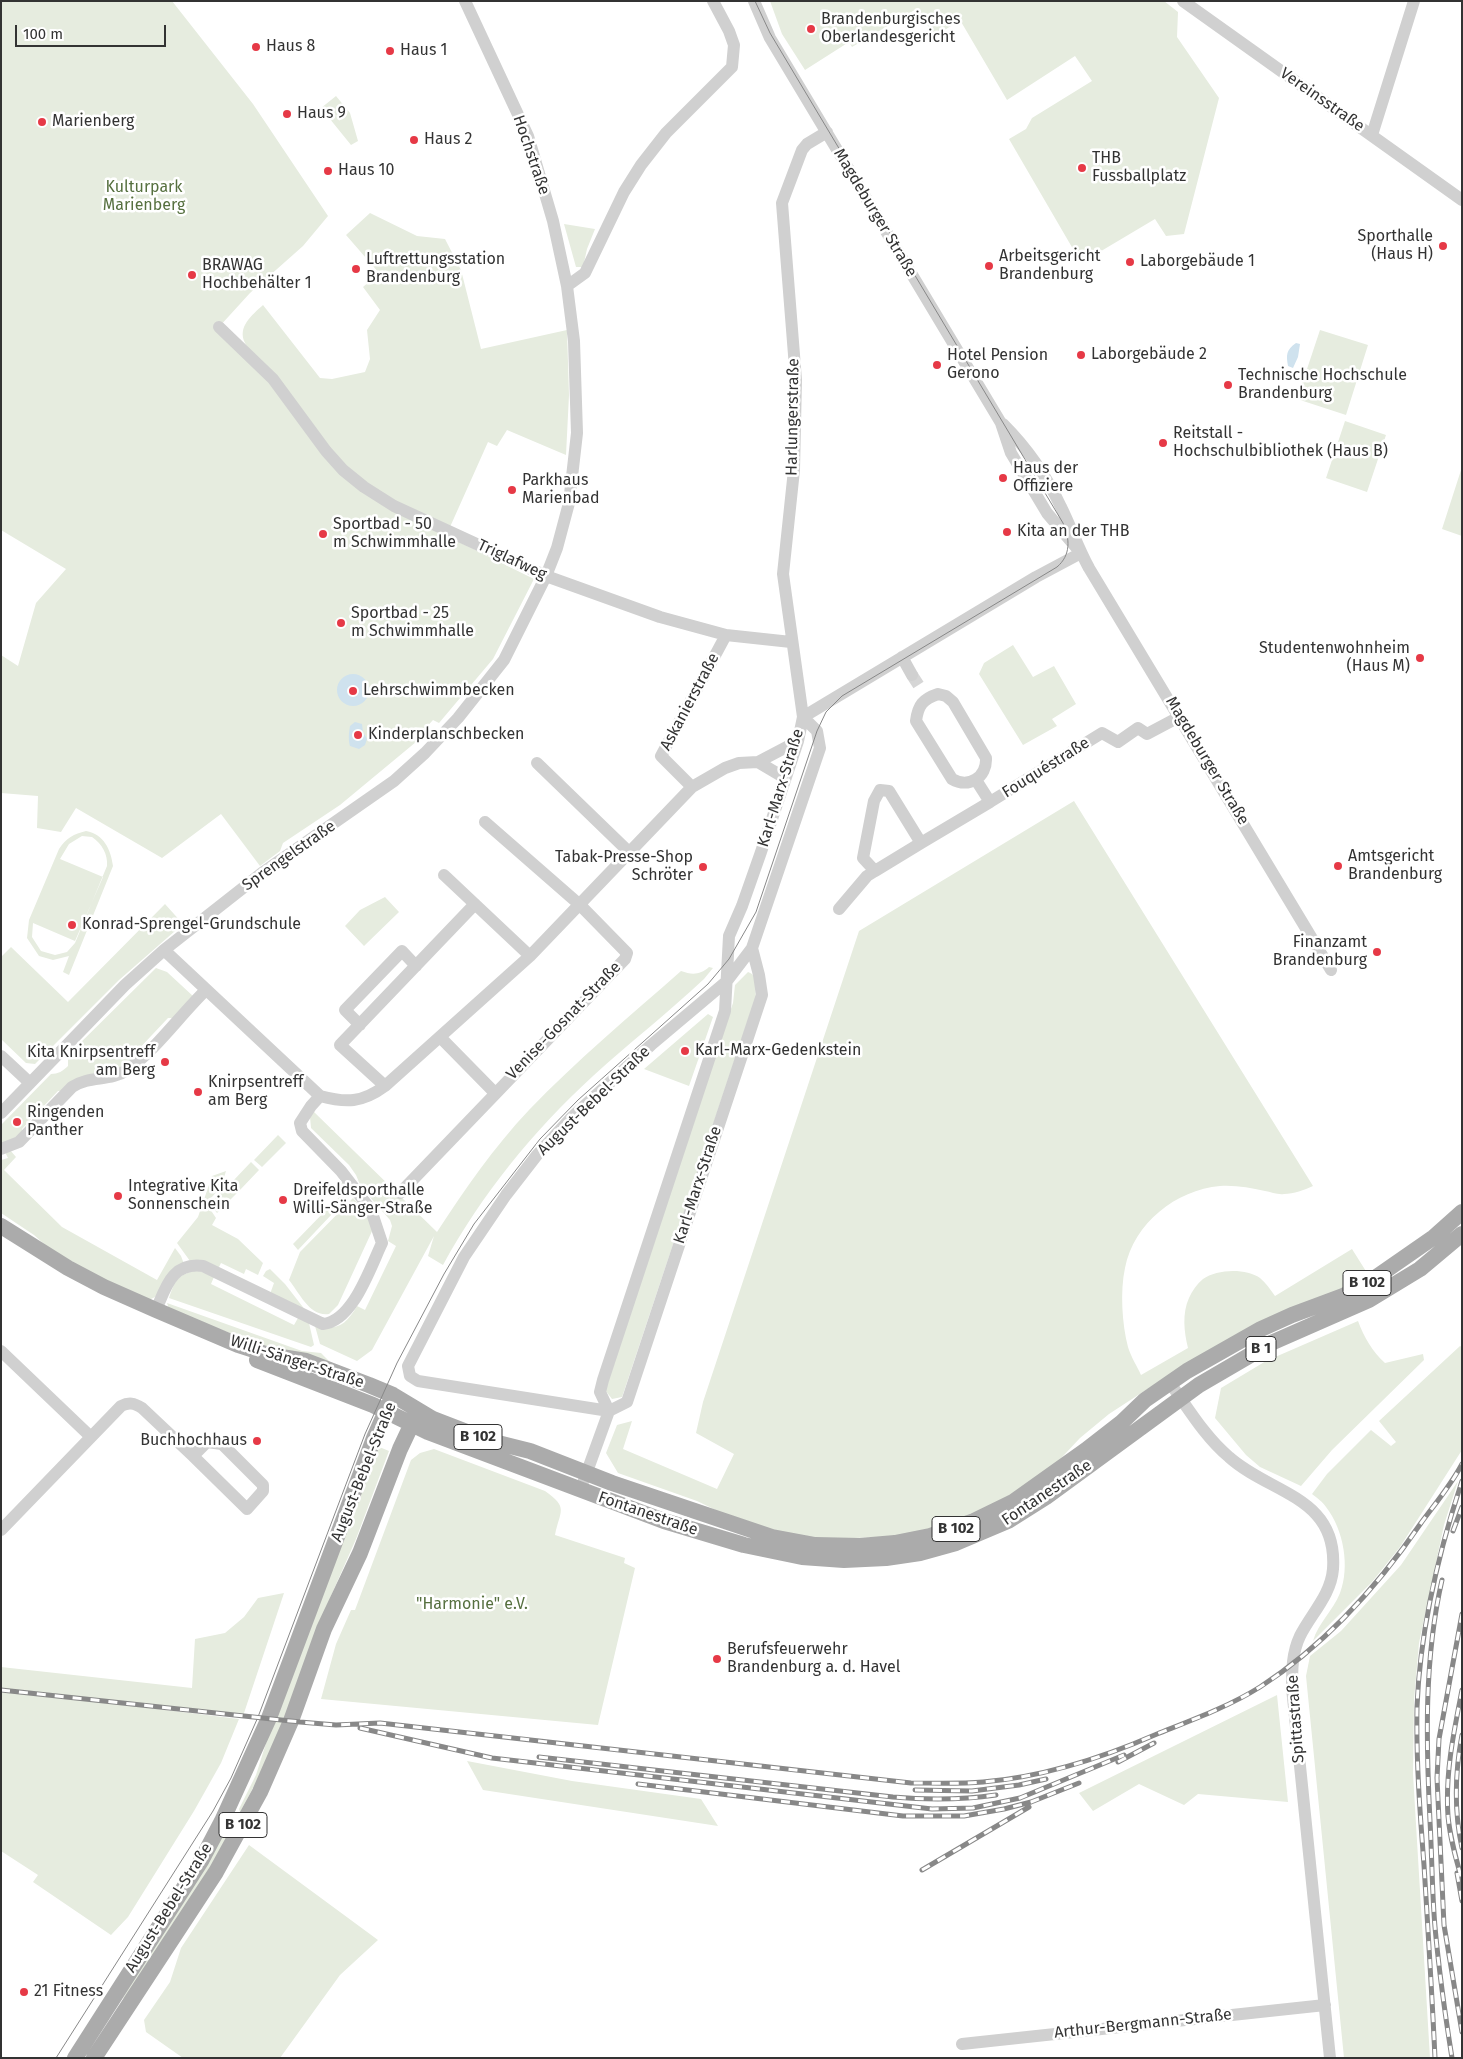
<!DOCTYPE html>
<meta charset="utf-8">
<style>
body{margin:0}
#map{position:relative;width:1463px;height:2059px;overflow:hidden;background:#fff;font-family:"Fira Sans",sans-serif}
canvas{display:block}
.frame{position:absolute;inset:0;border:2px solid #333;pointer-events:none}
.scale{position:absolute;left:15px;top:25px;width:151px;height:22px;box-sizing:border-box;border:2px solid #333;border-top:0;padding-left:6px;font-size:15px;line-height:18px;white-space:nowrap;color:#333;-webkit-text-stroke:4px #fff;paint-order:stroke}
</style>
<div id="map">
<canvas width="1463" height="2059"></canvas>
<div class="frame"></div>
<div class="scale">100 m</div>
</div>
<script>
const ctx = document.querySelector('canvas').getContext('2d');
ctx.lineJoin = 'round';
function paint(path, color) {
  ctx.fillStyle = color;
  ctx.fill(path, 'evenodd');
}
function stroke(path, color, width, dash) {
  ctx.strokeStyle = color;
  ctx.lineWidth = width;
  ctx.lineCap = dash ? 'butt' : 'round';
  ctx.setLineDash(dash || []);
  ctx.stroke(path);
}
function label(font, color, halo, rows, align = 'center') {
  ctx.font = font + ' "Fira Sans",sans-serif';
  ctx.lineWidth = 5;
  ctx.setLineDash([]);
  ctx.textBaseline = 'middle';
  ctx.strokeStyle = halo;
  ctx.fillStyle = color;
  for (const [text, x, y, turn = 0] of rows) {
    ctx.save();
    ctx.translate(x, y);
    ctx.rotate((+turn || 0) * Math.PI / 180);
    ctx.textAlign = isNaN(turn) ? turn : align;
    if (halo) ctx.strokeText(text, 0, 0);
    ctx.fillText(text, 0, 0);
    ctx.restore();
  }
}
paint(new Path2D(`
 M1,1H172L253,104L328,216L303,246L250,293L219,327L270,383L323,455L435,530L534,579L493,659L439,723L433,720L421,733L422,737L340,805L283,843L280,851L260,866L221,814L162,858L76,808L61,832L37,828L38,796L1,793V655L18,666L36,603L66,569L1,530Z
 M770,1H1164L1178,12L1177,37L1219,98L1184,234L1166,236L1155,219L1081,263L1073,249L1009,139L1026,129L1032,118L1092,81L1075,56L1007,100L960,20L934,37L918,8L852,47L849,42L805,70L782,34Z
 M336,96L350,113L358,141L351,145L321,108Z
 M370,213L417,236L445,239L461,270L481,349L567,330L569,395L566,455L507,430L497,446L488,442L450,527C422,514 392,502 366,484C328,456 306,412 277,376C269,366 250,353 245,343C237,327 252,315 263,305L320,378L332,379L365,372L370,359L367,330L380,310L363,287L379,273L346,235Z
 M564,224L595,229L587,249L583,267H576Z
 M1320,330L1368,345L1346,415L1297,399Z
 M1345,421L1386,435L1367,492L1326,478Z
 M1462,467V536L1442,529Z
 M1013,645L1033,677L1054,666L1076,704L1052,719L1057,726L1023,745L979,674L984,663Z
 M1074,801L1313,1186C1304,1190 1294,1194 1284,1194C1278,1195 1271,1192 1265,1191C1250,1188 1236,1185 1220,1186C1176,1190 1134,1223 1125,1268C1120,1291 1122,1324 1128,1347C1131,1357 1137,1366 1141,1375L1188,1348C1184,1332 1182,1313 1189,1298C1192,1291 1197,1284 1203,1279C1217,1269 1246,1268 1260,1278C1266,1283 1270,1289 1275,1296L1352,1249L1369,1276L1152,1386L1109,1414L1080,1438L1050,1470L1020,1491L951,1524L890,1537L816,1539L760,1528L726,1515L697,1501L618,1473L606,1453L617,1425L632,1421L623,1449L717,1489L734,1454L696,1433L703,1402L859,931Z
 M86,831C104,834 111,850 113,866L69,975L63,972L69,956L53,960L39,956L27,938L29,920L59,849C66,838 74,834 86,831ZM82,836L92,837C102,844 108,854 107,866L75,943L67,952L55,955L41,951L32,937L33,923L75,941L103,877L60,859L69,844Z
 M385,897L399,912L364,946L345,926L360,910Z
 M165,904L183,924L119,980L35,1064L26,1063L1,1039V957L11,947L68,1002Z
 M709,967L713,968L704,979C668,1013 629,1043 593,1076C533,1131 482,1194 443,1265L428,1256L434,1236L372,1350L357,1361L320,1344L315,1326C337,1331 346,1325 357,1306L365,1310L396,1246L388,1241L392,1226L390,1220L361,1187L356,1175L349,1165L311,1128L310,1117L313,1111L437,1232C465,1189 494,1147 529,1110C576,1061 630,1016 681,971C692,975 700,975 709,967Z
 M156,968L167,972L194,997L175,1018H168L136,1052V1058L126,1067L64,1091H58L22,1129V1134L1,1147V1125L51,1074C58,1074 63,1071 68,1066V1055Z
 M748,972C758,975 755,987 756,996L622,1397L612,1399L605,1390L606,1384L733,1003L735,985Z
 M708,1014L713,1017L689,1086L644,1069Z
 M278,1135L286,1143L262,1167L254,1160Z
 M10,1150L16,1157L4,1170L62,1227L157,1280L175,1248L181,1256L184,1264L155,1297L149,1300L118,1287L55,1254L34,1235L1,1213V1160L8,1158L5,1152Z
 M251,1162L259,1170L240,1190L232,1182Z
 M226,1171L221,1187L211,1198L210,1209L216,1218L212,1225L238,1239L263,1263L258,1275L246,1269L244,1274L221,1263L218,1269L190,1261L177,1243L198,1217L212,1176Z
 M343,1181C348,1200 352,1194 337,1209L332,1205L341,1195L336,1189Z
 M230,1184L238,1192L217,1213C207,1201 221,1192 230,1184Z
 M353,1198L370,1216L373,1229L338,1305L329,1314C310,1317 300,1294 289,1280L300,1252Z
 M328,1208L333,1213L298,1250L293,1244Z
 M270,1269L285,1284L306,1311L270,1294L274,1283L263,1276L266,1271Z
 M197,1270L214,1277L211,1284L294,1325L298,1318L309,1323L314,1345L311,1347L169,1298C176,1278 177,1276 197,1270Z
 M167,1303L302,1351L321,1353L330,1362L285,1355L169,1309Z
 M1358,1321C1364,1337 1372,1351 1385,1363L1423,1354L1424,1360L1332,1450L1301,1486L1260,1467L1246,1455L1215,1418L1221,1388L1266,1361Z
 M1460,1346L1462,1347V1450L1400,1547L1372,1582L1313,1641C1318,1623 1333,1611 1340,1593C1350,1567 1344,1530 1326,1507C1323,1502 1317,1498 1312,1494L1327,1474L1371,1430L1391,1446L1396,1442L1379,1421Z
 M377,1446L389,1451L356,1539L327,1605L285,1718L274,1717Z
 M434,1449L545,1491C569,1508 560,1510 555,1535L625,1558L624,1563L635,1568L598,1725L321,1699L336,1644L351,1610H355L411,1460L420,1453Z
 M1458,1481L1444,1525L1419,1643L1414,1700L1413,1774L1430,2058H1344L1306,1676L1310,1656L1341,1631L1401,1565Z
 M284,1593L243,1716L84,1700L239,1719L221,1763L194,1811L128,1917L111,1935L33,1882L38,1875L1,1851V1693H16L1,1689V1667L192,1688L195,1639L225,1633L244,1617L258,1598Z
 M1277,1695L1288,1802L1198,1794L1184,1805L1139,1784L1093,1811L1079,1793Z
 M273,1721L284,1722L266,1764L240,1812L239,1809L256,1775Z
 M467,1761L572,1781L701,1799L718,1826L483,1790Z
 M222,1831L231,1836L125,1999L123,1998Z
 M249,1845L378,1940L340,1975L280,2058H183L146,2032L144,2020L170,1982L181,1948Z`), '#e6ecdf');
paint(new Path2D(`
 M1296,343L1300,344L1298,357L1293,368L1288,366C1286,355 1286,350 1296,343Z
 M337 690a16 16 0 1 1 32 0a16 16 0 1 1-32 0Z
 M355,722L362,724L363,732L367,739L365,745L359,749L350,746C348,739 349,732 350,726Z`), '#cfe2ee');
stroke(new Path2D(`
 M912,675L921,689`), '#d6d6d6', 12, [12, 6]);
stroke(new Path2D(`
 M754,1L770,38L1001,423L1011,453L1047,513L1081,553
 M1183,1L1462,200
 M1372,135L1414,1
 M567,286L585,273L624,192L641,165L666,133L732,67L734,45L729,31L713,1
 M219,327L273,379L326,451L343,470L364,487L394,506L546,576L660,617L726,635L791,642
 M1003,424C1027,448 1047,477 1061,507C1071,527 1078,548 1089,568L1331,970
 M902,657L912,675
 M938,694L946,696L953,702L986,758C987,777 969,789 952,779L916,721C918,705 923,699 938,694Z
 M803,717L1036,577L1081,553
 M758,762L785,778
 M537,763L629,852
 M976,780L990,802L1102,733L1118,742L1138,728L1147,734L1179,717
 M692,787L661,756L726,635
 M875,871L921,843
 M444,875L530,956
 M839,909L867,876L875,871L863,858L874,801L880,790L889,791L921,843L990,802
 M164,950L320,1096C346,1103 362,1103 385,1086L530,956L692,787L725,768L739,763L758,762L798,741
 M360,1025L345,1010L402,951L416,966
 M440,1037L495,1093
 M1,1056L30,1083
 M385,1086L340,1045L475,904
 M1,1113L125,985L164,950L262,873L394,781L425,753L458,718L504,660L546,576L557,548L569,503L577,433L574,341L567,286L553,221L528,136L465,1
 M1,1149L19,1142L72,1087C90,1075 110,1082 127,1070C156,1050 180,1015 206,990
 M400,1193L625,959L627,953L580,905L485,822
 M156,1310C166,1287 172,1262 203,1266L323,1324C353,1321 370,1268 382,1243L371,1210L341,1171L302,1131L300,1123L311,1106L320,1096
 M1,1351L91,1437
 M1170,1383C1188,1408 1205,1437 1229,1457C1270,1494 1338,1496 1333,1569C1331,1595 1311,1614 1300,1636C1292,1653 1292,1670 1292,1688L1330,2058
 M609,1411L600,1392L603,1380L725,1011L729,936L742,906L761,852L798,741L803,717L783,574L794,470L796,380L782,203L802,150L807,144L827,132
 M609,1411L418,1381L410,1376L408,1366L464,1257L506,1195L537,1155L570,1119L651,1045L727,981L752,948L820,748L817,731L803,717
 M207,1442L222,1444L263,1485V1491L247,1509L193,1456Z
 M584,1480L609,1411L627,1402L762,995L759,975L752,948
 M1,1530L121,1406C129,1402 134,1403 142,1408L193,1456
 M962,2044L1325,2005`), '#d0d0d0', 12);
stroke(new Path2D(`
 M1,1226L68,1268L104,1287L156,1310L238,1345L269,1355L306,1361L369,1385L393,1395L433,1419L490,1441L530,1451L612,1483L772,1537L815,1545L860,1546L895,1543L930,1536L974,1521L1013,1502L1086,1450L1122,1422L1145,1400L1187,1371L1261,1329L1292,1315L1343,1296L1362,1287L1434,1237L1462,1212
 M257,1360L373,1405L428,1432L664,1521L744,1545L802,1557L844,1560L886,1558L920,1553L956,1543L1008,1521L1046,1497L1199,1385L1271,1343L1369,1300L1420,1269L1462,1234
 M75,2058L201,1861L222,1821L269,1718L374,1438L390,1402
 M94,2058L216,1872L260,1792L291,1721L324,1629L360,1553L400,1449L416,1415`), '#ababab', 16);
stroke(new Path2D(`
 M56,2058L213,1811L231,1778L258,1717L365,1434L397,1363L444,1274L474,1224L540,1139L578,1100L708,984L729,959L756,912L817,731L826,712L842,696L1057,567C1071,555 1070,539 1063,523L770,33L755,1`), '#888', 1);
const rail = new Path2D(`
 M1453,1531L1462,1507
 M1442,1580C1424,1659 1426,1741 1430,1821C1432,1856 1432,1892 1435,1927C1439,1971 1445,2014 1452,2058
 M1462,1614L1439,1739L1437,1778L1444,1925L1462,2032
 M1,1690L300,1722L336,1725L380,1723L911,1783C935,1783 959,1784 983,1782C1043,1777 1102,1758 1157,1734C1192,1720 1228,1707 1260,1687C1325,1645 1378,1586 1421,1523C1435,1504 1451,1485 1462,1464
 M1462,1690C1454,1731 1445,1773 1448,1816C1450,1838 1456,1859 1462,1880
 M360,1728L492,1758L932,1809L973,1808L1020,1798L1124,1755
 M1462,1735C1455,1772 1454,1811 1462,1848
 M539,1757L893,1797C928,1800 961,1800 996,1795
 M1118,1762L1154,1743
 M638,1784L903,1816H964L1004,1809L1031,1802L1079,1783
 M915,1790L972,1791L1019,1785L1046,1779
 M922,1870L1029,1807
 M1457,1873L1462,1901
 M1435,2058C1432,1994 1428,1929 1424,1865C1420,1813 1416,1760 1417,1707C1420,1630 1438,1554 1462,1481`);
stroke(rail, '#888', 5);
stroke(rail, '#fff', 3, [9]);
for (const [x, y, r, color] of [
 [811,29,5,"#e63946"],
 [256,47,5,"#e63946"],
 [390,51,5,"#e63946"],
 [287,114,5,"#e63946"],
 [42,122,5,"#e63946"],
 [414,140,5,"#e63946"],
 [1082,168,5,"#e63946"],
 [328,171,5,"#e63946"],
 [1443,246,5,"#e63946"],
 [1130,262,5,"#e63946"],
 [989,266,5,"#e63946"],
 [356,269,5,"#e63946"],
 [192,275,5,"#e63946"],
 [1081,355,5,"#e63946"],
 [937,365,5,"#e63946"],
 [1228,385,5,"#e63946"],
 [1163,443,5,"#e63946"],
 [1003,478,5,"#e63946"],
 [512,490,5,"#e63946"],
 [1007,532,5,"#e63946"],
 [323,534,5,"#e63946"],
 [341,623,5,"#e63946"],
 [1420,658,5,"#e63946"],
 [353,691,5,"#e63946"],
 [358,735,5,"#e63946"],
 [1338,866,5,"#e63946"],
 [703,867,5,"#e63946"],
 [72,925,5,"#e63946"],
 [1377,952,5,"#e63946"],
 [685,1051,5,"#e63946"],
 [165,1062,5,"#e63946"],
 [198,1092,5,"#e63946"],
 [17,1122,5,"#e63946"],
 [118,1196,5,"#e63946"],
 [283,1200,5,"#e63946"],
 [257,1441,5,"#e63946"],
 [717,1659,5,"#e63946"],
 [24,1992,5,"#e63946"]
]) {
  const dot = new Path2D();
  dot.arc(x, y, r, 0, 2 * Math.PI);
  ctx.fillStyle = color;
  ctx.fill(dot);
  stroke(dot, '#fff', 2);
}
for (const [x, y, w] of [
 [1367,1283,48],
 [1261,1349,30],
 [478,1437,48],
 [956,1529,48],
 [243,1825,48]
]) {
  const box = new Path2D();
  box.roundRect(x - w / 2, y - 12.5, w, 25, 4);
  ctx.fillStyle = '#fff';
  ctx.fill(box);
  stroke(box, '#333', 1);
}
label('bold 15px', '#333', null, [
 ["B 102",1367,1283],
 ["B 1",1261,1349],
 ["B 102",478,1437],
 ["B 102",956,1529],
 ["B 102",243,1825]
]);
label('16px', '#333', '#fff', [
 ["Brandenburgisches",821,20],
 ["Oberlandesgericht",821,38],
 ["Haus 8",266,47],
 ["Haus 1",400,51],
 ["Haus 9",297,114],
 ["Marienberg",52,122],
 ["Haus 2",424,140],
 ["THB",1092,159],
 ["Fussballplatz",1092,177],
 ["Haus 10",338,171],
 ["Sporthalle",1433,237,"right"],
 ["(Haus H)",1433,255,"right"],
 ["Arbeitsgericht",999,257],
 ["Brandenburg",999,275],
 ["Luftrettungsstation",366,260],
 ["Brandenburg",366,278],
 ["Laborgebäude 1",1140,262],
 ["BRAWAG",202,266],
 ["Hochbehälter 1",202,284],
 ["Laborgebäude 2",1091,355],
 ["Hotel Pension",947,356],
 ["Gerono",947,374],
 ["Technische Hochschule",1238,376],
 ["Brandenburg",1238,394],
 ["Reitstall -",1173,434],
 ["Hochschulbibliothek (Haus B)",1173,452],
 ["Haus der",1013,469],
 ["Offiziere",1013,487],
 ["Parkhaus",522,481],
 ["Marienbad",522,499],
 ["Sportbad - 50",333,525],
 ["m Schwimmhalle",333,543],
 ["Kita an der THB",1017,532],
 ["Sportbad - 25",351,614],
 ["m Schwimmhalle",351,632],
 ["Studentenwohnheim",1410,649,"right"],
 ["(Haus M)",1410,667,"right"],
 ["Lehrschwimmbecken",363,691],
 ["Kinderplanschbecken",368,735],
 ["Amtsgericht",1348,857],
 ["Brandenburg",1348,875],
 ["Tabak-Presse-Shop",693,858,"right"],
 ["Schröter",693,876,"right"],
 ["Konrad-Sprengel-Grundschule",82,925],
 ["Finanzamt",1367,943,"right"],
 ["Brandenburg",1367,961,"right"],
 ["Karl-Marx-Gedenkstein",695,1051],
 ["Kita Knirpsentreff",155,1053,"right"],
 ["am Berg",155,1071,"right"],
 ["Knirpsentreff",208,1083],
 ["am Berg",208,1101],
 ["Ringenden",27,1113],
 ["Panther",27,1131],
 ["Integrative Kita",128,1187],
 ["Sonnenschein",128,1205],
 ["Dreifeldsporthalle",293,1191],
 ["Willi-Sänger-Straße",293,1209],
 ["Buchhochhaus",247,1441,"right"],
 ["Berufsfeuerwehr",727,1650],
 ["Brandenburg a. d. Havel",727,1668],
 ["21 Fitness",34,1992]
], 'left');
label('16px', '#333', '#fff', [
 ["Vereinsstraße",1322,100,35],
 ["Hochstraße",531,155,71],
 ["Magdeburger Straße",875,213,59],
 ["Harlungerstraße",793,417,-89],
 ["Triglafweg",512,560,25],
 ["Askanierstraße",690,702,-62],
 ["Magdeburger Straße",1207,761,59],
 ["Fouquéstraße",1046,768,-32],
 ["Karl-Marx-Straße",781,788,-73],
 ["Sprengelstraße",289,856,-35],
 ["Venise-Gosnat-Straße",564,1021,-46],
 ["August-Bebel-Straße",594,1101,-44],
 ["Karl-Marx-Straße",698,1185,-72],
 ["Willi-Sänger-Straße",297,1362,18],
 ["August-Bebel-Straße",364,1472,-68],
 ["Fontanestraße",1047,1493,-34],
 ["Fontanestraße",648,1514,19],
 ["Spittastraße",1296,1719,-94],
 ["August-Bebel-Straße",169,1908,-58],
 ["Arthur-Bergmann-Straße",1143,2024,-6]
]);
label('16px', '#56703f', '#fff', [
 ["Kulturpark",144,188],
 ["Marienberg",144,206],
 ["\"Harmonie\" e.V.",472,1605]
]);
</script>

•••

— ABOUT THIS EXERCISE —
Copy each line above where the string "function" occurs.

— SOLUTION FOR THIS PROBLEM —
function paint(path, color) {
function stroke(path, color, width, dash) {
function label(font, color, halo, rows, align = 'center') {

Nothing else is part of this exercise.